The efficiency of the tested fractionation techniques was also verified by confocal microscopy. Fractionation using non-ionic detergents was inefficient for the separation of the ER compartment from the nuclei in both tested cell lines ( Figure 2 B). As for the Potter-Elvehjem homogenization technique, this approach enabled the better separation of these compartments. However, the nuclei were significantly damaged by this approach ( Figure 2 B). In contrast, the L&W method provided accurate and efficient purification of nuclei, as no ER compartment was detected in both tested cell lines ( Figure 2 B), which is consistent with the data described above ( Figure 1 B). Hence, among the tested approaches, only L&W efficiently separated nuclear and cytoplasmic fractions. Of note, fractionation using NP-40 is similar to the L&W approach without the washing step with a non-ionic detergent. Washing of cells after lysis dramatically increased fractionation quality, which means that the washing step is crucial for efficient purification of the nuclear fraction.

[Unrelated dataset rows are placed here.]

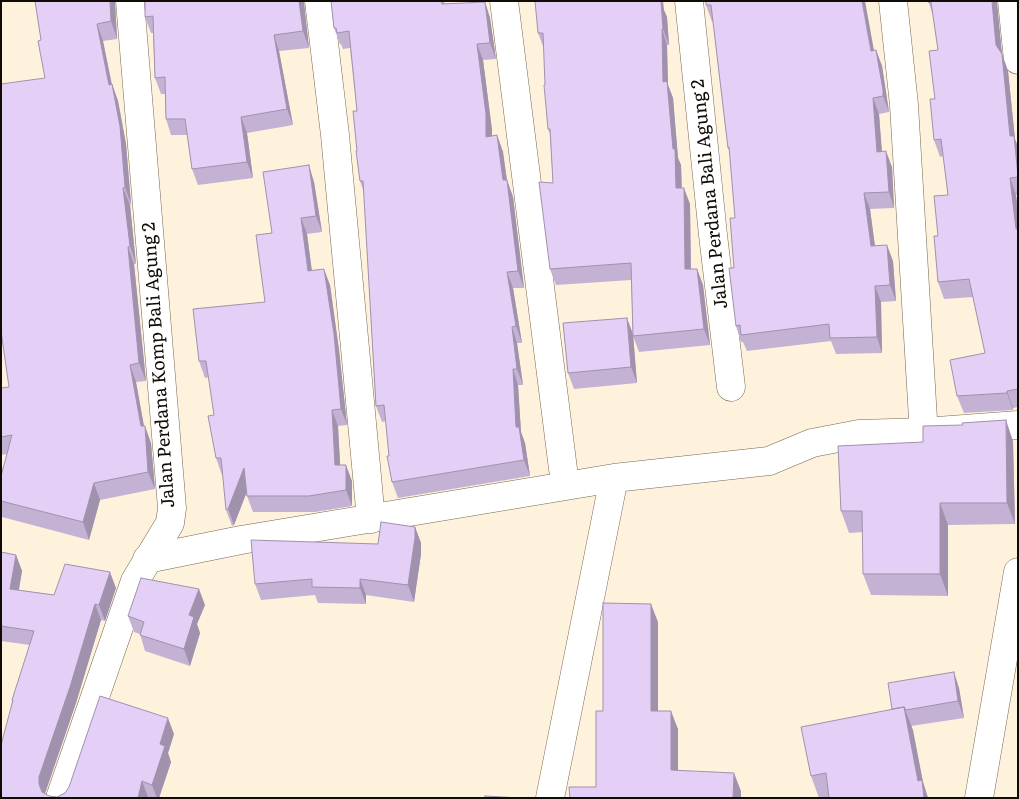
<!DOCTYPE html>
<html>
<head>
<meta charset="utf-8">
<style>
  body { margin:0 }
  #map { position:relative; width:1019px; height:799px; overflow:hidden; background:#fff2dd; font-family:Literata,serif }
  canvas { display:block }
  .frame { position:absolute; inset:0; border:2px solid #100b04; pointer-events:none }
</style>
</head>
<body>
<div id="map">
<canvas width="1019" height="799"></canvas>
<div class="frame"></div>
</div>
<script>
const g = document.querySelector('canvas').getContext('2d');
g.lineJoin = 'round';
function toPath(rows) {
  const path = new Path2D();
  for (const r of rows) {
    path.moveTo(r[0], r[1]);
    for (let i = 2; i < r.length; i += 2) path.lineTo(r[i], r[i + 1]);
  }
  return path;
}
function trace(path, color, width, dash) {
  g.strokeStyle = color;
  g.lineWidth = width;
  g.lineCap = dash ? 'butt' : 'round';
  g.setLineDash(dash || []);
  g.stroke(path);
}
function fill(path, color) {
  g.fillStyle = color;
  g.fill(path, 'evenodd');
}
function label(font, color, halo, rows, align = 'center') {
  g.font = font + ' Literata,serif';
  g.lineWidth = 4;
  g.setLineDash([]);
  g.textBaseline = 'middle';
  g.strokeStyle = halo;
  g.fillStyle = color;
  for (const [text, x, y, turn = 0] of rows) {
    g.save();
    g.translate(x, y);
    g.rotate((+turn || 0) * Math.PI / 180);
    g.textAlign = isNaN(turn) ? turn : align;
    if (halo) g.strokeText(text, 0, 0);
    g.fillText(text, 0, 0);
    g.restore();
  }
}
const minor = toPath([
  [319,1,335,135,371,519],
  [504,1,563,469],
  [689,1,713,235,731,387],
  [893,1,904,105,923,419],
  [1012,1,1018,60],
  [147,559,241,540,614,478,769,461,812,443,859,434,924,432,1018,425],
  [60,798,135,581,170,523,172,508,130,1],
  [550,798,614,478],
  [979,798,1018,572]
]);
trace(minor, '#756750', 29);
trace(minor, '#fff', 28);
fill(toPath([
  [35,1,115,1,117,39,103,41,112,84,118,101,126,144,131,204,130,205,136,264,134,264,146,381,136,382,144,426,151,443,155,489,100,500,89,540,2,517,1,515,1,476,7,454,1,455,1,388,9,387,45,78,41,40],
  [145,1,303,3,309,48,279,51,293,125,247,133,253,178,198,185,192,169,187,135,171,135,166,119,165,94,161,94,155,78,153,33,151,33,145,17],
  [331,1,444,1,445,4,485,2,490,18,496,59,483,60,492,130,492,136,497,135,503,152,507,180,513,197,524,288,513,288,522,343,517,343,523,385,518,385,521,432,525,443,530,476,398,498,392,482,386,421,382,422,376,406,364,193,360,181,357,151,357,111,350,48,343,49,341,44,340,44,334,28],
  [706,1,874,50,876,50,882,66,889,112,879,114,882,151,892,167,894,208,870,209,875,246,893,261,896,301,881,302,882,353,836,354,831,341,747,351,743,342,741,342,736,326,734,268,735,218,730,153,728,148,713,22,712,22,706,5],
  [929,3,996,3,1002,54,1008,71,1015,139,1018,147,1018,195,1016,195,1018,210,1018,407,1013,408,1013,410,964,413,957,396,985,353,973,297,944,299,938,282,938,236,948,195,943,156,940,157,934,140,938,50,933,16],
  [664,10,667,17,669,45,667,45,668,85,673,98,678,158,681,165,682,188,690,204,691,269,697,269,703,285,710,345,639,352,633,336,631,280,556,285,550,269,553,183,550,134,548,129,544,49,538,33],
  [314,182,322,232,307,234,312,271,330,285,339,350,347,425,338,426,340,465,352,481,352,506,315,512,253,512,247,496,246,493,234,525,232,526,226,510,223,474,222,475,216,458,214,415,209,377,205,378,199,361,265,302,272,233],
  [633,334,637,383,574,389,568,373],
  [1013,441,1015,524,948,525,948,596,871,595,863,574,863,532,849,533,841,511],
  [415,527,421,543,421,554,414,602,366,595,366,604,318,603,315,595,261,600,255,584,378,544],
  [1,552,16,555,22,571,19,590,54,595,116,588,105,621,101,620,76,703,45,794,49,796,57,797,174,734,168,753,171,762,159,798,1,798,12,702,12,700,30,645,1,641],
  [205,605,197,624,200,633,190,666,145,651,140,634,134,632,128,616],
  [959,688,964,718,911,726,923,782,928,798,829,798,829,797,819,798,811,776,892,709]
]), '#c4b2d4');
fill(toPath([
  [110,1,115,1,117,39,111,21],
  [299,1,304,1,309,48,303,31],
  [659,1,663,1,664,10,667,17,669,45,663,29],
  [862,1,865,1,877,67,871,51],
  [992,1,997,1,1002,54,1008,71,1015,139,1018,147,1018,176,1010,136,996,45],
  [485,2,490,18,496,59,490,43],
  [97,24,103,41,115,102,109,85],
  [662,29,667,45,668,85,673,98,678,158,681,165,682,204,676,188,663,82],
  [274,35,279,51,293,125,287,109],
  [477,44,483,60,492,130,492,153,486,137],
  [876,50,882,66,889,112,883,96],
  [112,84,118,101,126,144,131,204,125,187],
  [873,98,879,114,883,168,877,152],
  [241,117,247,133,253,178,247,162],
  [497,135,503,152,509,196,503,180],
  [886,151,892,167,894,208,889,192],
  [309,165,314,182,322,232,316,216],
  [1010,178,1016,195,1018,210,1018,234,1016,229],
  [507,180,513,197,524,288,518,271],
  [123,188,130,205,136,264,130,246],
  [684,188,690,204,691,285,685,269],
  [864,193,870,209,877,262,871,246],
  [301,218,307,234,314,288,308,271],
  [887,245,893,261,896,301,890,285],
  [128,247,134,264,146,381,139,363],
  [324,269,330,285,339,350,347,425,341,409],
  [697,269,703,285,710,345,704,329],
  [507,272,513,288,522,343,516,326],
  [875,286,881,302,882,353,877,337],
  [627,318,633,334,637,383,631,367],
  [512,327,517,343,523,385,517,369],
  [130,365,136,382,145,432,145,426,151,443,155,489,148,472],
  [513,369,518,385,521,432,525,443,530,476,524,460,516,427],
  [1007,391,1013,408,1013,410,1007,393],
  [332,410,338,426,341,481,335,465],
  [1006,420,1013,441,1015,524,1007,503],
  [346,465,352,481,352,506,346,490],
  [244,468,250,484,234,525,228,509],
  [94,483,100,500,89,540,83,522],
  [940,503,948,525,948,596,940,574],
  [415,527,421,543,421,554,414,602,408,585],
  [16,555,22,571,16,605,10,589],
  [110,572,116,588,105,621,99,605],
  [360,579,366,595,366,604,360,588],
  [199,589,205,605,197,624,200,633,190,666,184,649,189,615],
  [95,604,101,620,76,703,45,793,45,798,39,784,39,777],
  [651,604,658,622,658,729,651,711],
  [954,672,959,688,964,718,958,701],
  [904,707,913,730,923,782,928,798,924,798,918,781],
  [671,711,678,729,678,788,671,770],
  [168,718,174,734,168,753,171,762,159,798,157,798,152,785,160,744],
  [734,773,741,791,741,798,733,798],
  [142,781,148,797,148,798,138,798]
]), '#a091ac');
const building = toPath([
  [35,1,110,1,111,21,97,24,109,85,112,84,120,126,125,187,123,188,130,246,128,247,139,363,130,365,141,426,145,426,148,472,94,483,83,522,1,501,1,476,12,435,1,437,1,388,9,387,1,331,1,84,45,78,38,41,41,40,35,1],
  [145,1,299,1,303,31,274,35,287,109,241,117,247,162,192,169,185,119,166,119,165,77,155,78,153,16,145,17,145,1],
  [331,1,441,1,442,4,485,2,490,43,477,44,486,114,486,137,497,135,503,180,507,180,518,271,507,272,516,326,512,327,517,369,513,369,516,427,519,427,524,460,392,482,387,456,389,456,384,405,376,406,363,181,360,181,356,151,357,151,353,111,357,111,349,31,337,33,336,28,334,28,331,1],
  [535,1,661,1,663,29,662,29,663,82,667,81,673,149,675,149,676,188,684,188,685,269,697,269,704,329,633,336,631,263,550,269,539,182,553,183,550,129,548,129,544,85,545,85,543,33,538,33,535,1],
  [706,1,862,1,871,51,876,50,883,90,883,96,873,98,877,152,886,151,889,192,864,193,871,246,887,245,890,285,875,286,877,337,830,338,829,324,741,335,740,325,736,326,729,268,734,268,730,218,735,218,729,147,728,148,711,5,706,5,706,1],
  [928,1,992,1,996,45,1002,54,1010,136,1014,136,1018,176,1018,177,1010,178,1016,229,1018,229,1018,389,1007,391,1007,393,957,396,950,360,985,353,969,279,938,282,934,236,938,236,934,196,948,195,941,139,934,140,930,99,935,99,929,51,938,50,931,2,929,3,928,1],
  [309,165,316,216,301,218,308,271,324,269,334,334,341,409,332,410,335,465,346,465,346,490,309,496,247,496,244,468,228,509,226,510,221,458,216,458,208,416,214,415,206,361,199,361,193,309,265,302,256,235,272,233,263,172,309,165],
  [627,318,631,367,568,373,563,323,627,318],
  [1006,420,1007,503,940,503,940,574,863,574,862,511,841,511,838,446,923,442,923,426,963,425,962,423,1006,420],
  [381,522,415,527,415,538,408,585,360,579,360,588,312,587,312,579,255,584,251,540,378,544,381,522],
  [1,552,16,555,10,589,54,595,65,564,110,572,99,605,95,604,70,687,39,777,39,784,42,792,49,796,57,797,65,793,69,787,100,696,168,718,160,744,165,746,152,785,142,781,138,798,1,798,1,745,13,700,12,700,34,631,1,626,1,552],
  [141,578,199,589,189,615,194,617,184,649,140,635,144,622,128,616,141,578],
  [603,603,651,604,651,711,671,711,671,770,734,773,733,798,570,798,569,787,596,787,596,711,603,711,603,603],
  [954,672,958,701,906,710,904,707,892,709,888,683,954,672],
  [904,707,918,781,922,780,924,798,829,798,826,773,811,776,801,727,904,707],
  [485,796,520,798,485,798,485,796]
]);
fill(building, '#e4cff6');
trace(building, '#a091ac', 1);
label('18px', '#100b04', '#fff', [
  ["Jalan Perdana Bali Agung 2",710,194,-96],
  ["Jalan Perdana Komp Bali Agung 2",159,365,-94]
]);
</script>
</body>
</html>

As the L&W method demonstrated the highest quality of separation of nuclear and cytoplasmic proteins, this approach was further validated for fractionation of cells treated with various apoptotic stimuli, including stimulation of both extrinsic and intrinsic apoptotic pathways. For apoptosis induction, Caov-4 and HeLa cells were treated with promiscuous kinase inhibitor staurosporine (0.1 µM), a combination of TNF-α (10 ng/mL) and protein synthesis inhibitor cycloheximide (5 μg/mL)—stimulator of the extrinsic pathway—and DNA-damaging agent cisplatin (35 µM)—activator of the intrinsic pathway of cell death. Next, cells were fractionated using the L&W approach, and the resulting cytoplasmic and nuclear fraction samples were analyzed by western blot. The purity of the samples was assessed by staining for Na/K ATPase, ERp-29, cytochrome c, Lamin B1, and H2AX ( Figure 3 ). PARP-1 staining was performed to evaluate the induction of apoptotic cell death. This protein is a well-known target of activated caspases, in particular of executioner caspase-3, the main effector of apoptosis, and cleavage of full-length PARP-1 to the 89 kDa fragment is a hallmark of apoptotic cell death [15]. In addition to markers of the above-mentioned intracellular compartments, samples were also stained for several members of the caspase family, namely, initiator caspase-2, -8, -9, and executioner caspase-3. A number of studies have shown that apoptosis induction is accompanied by the translocation of these proteins into the nucleus, where they implement the apoptotic program [2,6,7].